My two sisters and I are a team. For several years, as we each juggled our own work and family responsibilities, we willingly took on the role of “advocate” and “coordinator” of health care across settings (home, hospital, nursing home) for my father, who died last year at the age of 94. It wasn’t easy. At times it sapped our energy and our spirits. But we took on the role out of love and a deep respect for our father.
Now we are teaming up again for my mom. We have to – because none of our parents’ health care providers have taken on the critical role of coordinating care, communicating with each other, or linking us to the community supports that older adults need to maintain their independence, functional status, and quality of life. Older adults with multiple health problems, in particular, need doctors, nurses and other health providers who talk to each other and work together – along with the patient and their family caregivers – as a team. That’s the better way, but it’s out of reach for too many patients and families.
That’s why I hope you will get involved in our major new initiative, the Campaign for Better Care. The Campaign’s policy agenda aims to ensure that the reformed health care system provides the comprehensive and coordinated care that older adults with multiple health problems need and deserve. It will advocate at the federal and state levels to ensure that new models of delivering care are patient- and family-centered, team-based, and include important services like geriatric assessment, care planning, comprehensive care coordination, transition management between care settings, medication management, and community support for older adults and their family caregivers. It will promote payment strategies that support primary care practice and reward better quality, coordination and communication among health providers, patients and family caregivers.
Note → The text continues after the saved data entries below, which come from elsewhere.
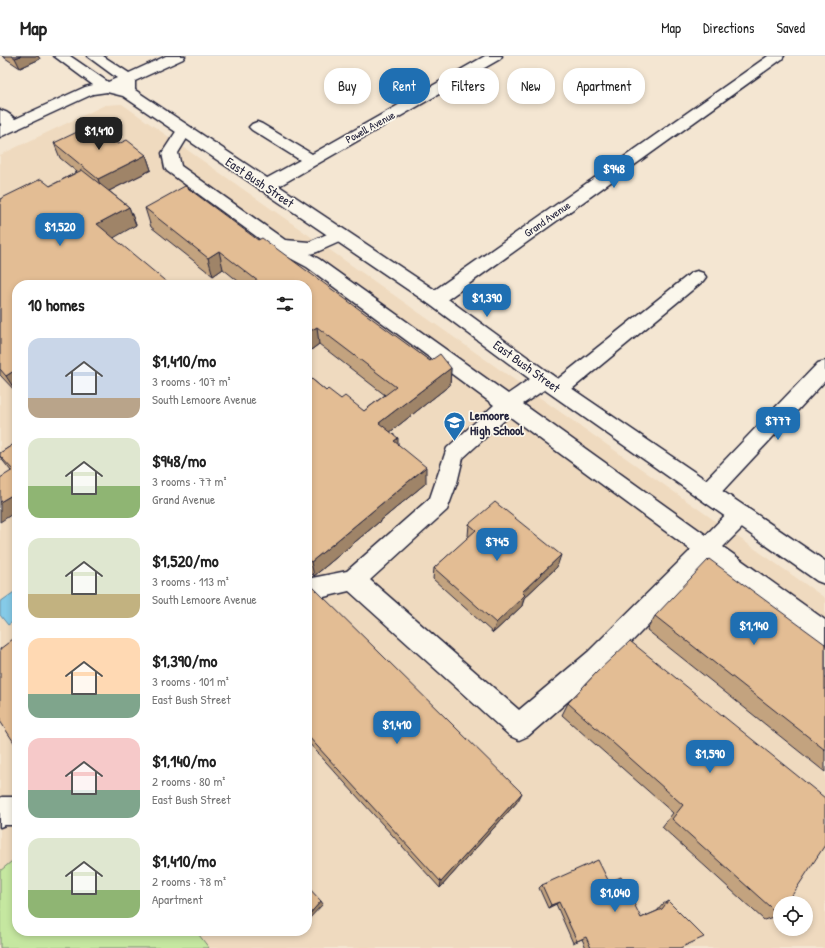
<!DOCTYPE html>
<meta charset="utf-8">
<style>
:root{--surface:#fff;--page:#f2f2f2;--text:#222;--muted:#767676;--line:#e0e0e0;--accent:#1f6fb2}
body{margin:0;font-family:"Patrick Hand",sans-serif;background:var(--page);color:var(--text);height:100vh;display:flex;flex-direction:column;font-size:15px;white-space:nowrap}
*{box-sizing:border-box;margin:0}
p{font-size:13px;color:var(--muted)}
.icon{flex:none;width:22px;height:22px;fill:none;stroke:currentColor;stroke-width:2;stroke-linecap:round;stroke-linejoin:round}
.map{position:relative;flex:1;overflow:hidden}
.side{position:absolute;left:12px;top:224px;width:300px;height:656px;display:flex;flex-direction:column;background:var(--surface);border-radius:16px;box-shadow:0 2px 6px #0003}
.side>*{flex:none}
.guide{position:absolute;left:324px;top:12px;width:380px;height:36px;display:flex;gap:8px}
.buttons{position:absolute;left:773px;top:840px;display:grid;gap:8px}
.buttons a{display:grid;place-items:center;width:40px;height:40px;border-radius:50%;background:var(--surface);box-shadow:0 2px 6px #0003;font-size:20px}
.price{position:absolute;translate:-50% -34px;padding:0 9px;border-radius:8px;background:var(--accent);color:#fff;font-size:13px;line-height:26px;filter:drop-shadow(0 1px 2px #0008)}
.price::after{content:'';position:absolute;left:50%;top:24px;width:12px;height:9px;margin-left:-6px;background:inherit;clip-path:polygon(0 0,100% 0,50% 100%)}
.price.active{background:#222;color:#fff}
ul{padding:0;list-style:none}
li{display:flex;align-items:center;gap:12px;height:100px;padding:0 16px}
li span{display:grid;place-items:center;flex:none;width:112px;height:80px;border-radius:12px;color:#555}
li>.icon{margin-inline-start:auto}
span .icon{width:48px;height:48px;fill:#fffc;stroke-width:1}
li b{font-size:17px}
h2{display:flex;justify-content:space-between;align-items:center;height:48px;padding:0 16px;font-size:17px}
.pill{padding:0 14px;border-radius:16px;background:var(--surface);box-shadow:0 2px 6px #0003;font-size:14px;line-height:36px}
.pill.active{background:var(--accent);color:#fff}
header{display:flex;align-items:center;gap:24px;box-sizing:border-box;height:56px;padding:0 20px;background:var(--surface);border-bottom:1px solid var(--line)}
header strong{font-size:19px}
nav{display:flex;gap:22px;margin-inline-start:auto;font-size:14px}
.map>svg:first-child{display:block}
</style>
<header>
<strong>Map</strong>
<nav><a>Map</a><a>Directions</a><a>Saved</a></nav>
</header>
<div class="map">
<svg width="825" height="892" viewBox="0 0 825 892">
<rect width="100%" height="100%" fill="#f4e6d2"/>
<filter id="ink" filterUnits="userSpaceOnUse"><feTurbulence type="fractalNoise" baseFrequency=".025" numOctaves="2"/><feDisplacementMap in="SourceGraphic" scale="8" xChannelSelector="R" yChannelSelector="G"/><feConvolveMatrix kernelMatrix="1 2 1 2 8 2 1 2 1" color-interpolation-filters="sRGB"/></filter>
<g filter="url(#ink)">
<path fill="#efdabf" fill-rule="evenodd" d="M122,48L825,542V892H0V99L105,49ZM17,229H307V875H17ZM780,847H806V873H780Z"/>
<polygon fill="#c5e7a0" stroke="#74846e" points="17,801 17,875 196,875 209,892 0,892 0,815"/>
<polygon fill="#85cae7" stroke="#5d87a2" points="17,534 17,563 8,569 0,559 0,546"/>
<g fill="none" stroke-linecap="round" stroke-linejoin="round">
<defs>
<g id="minor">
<polygon points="485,0 502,0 500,3 272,134 266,135 260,134 258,130 260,126 300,104 252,74 249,71 252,68 257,66 262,68 312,98"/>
<polygon points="768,0 784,0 782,3 441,248 435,249 429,248 426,243 429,238"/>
<path d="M0,54C8,56 16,63 21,70L18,73C10,75 6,72 0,67Z"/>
<path d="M184,69L189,71L192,74L178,97L181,110L285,184L309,186L334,175L340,173L346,175L349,179L346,183L317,196L310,198L319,203L508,338C521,330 537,314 552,319L555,324L554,326L691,217L697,215L703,217L706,221L703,225L566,338L559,341L552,338L549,333L550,330L523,348L706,479L732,452L740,450L748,452L751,459L748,466L723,491L825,564V589L816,586L708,507L606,612L528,680L519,684L510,680L349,535L307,545V523L347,515L430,442L447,392L494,349L307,211L275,194L167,115L165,112L162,97L179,71ZM509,360L691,494L588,596L519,654L370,524L447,454L457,427L463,402Z"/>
<polygon points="825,305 825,325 716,442 708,445 700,442 697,436 700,430 818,307"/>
<polygon points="2,741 17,741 17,769 5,769 0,771 0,742"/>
</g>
<polygon id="major" points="54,0 70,0 108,26 117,22 87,0 103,0 129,17 166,0 185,0 183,3 135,25 135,34 441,238 552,319 825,505 825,528 817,525 538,329 429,248 123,40 107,36 93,38 0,81 0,70 85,31 93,29"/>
</defs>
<use href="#minor" stroke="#22223b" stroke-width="3"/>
<use href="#major" stroke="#22223b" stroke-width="3"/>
<use href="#minor" fill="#fbf7ec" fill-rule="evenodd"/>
<use href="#major" fill="#fbf7ec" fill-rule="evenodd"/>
</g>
<g fill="#c3a37f" stroke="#22223b">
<polygon points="2,0 38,0 40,3 20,12"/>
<polygon points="54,87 118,88 146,99 151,114 109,135 129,151 136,169 17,229 17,337 0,319 0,143 50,130 77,116 60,102"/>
<polygon points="145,152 258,184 430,305 451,312 450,329 390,376 398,388 426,427 314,520 307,513 307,319 326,335 341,343 364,355 385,339 319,288 307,297 307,229 243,229 223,213 213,220 151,171"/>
<polygon points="17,386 17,455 11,415 0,401 0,397"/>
<polygon points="469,468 557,511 524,542 522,550 493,577 433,523 434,512 469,481 468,480"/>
<polygon points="307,536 518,745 440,832 307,685"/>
<polygon points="655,560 825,588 825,716 647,574"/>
<polygon points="597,616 779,859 764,864 662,771 673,757 562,659 568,647"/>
<polygon points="609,826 641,862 657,855 663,848 668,845 680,892 586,892 582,883 573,887 556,848 548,852 539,832 542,829"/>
</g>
<g fill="#9f8468" stroke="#22223b">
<polygon points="21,0 38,0 40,3 20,12 15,2"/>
<polygon points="146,99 151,114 103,138 98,123"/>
<polygon points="129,151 136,169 105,187 97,168"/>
<polygon points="219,195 223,213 213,220 208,202"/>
<polygon points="317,271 319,288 307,297 307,277"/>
<polygon points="451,312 450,329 380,384 379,367"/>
<polygon points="17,313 17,337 6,320"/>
<polygon points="398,382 398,398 394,385"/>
<polygon points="426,411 426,427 314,520 311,506"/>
<polygon points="17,436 17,455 0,466 0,446"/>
<polygon points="561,499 557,511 524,542 522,550 493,577 496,567 522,536"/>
<polygon points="522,737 518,745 440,832 441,826"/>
<polygon points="321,845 323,848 307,865 307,861"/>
<polygon points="559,846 556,848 548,852 551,849"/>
<polygon points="294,875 298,875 296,878 293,876"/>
</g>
<g fill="#e3bd94" stroke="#22223b">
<polygon points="12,0 21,0 15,2"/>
<polygon points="94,68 118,88 127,84 146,99 98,123 54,87"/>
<polygon points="82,114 129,151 97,168 170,229 17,229 17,313 6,320 0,313 0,143 41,123 50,130"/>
<polygon points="185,130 258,184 262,182 430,305 440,298 451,312 379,367 398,382 394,385 426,411 311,506 307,502 307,319 326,335 328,333 341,343 345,340 364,355 396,331 317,271 307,277 307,229 263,229 219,195 208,202 145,152"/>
<polygon points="17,386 17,436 0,446 0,422 13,414 0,400 0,397"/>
<polygon points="495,446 561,499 522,536 525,539 496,567 434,512 476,474 469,468"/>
<polygon points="709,503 825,588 825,694 655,560"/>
<polygon points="313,531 522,737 441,826 307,679 307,536"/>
<polygon points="17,580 17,691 0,665 0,593"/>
<polygon points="630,585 825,742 825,789 787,847 780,847 780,857 779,859 672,763 683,749 568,647 597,616"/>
<polygon points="598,804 609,826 621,821 641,862 662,853 668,845 704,881 680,892 591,892 586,881 577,885 559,846 551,849 542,829"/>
<polygon points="307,830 321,845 307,861"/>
</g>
</g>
<defs>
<symbol id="school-pin" viewBox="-11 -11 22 30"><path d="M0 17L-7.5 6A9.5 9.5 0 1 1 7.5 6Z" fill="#1f6fb2" stroke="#fbf7ec"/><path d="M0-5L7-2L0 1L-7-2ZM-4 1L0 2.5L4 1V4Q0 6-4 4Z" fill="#fff"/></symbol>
</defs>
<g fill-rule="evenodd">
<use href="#school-pin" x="442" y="354" width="25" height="34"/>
</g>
<g text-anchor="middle" stroke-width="3.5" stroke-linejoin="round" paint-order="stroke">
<g font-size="11" fill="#22223b" stroke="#fbf7ec">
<text transform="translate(370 71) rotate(-29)" y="4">Powell Avenue</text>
<text transform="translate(547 163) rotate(-35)" y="4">Grand Avenue</text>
</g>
<g font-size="13" fill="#22223b" stroke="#fbf7ec">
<text transform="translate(260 126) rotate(34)" y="5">East Bush Street</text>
<text transform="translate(527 310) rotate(36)" y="5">East Bush Street</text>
</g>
<g font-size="13" font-weight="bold" fill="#22223b" stroke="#fbf7ec" text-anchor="start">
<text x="470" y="364">Lemoore<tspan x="470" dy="15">High School</tspan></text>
</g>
</g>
</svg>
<div class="buttons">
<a><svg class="icon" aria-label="locate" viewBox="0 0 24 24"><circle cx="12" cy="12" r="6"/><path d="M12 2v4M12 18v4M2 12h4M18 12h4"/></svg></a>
</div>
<b class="price active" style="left:99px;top:95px">$1,410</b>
<b class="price" style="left:614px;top:133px">$948</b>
<b class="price" style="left:60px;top:191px">$1,520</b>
<b class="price" style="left:487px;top:262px">$1,390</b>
<b class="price" style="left:778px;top:385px">$777</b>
<b class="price" style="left:497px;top:506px">$745</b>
<b class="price" style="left:754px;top:590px">$1,140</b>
<b class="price" style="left:397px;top:689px">$1,410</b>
<b class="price" style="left:710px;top:718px">$1,590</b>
<b class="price" style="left:615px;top:857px">$1,040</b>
<div class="guide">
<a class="pill">Buy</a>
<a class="pill active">Rent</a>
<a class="pill">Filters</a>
<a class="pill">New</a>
<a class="pill">Apartment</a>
</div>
<section class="side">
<h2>10 homes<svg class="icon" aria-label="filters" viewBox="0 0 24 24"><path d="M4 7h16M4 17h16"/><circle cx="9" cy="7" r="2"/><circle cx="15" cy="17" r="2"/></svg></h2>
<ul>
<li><span style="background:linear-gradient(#c9d6e8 75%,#b9a48a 0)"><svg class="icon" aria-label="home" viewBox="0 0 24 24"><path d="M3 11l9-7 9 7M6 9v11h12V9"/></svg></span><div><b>$1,410/mo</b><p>3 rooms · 107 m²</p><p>South Lemoore Avenue</p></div></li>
<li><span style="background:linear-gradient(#dfe7d0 60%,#8fb573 0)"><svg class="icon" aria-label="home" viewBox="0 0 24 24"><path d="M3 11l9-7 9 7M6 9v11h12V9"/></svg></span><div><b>$948/mo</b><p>3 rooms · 77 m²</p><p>Grand Avenue</p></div></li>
<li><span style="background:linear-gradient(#dfe7d0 70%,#c2b280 0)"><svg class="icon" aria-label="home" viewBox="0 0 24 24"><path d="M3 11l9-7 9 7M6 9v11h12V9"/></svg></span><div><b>$1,520/mo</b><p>3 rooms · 113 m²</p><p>South Lemoore Avenue</p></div></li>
<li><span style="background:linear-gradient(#ffd9b3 70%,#7fa58c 0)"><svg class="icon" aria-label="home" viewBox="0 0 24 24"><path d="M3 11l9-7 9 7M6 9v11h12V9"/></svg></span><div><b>$1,390/mo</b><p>3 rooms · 101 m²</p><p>East Bush Street</p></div></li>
<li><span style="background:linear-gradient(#f6c9c9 65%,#7fa58c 0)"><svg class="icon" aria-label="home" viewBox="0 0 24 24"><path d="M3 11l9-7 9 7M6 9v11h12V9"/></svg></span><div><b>$1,140/mo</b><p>2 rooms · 80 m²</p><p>East Bush Street</p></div></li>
<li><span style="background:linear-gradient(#dfe7d0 65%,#8fb573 0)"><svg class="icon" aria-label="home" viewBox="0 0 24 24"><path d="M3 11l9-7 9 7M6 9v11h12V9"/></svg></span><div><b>$1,410/mo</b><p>2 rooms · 78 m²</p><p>Apartment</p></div></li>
</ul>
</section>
</div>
May is Older Americans Month – a tradition dating back to 1963 that honors the legacies and ongoing contributions of older Americans. When Older Americans Month was established 47 years ago, only 17 million living Americans had reached their 65th birthdays. Today, there are nearly 40 million adults age 65 and older. And with the aging of the baby boom generation – the largest in our history – the U.S. older population is expected to grow to 71.5 million by 2030. In fact, the first baby boomers turn age 65 in 2011 and they will become eligible for Medicare. Will the health care policies of the future meet our needs more adequately than the policies affecting older Americans today?
If the Campaign for Better Care is successful, the answer will be yes! So during this Older Americans Month, let us all honor elders – our fathers, our mothers, our grandparents, great-grandparents, and other older relatives and friends. And let’s celebrate and support the launch of the Campaign for Better Care and work together to improve health care for older Americans and their families.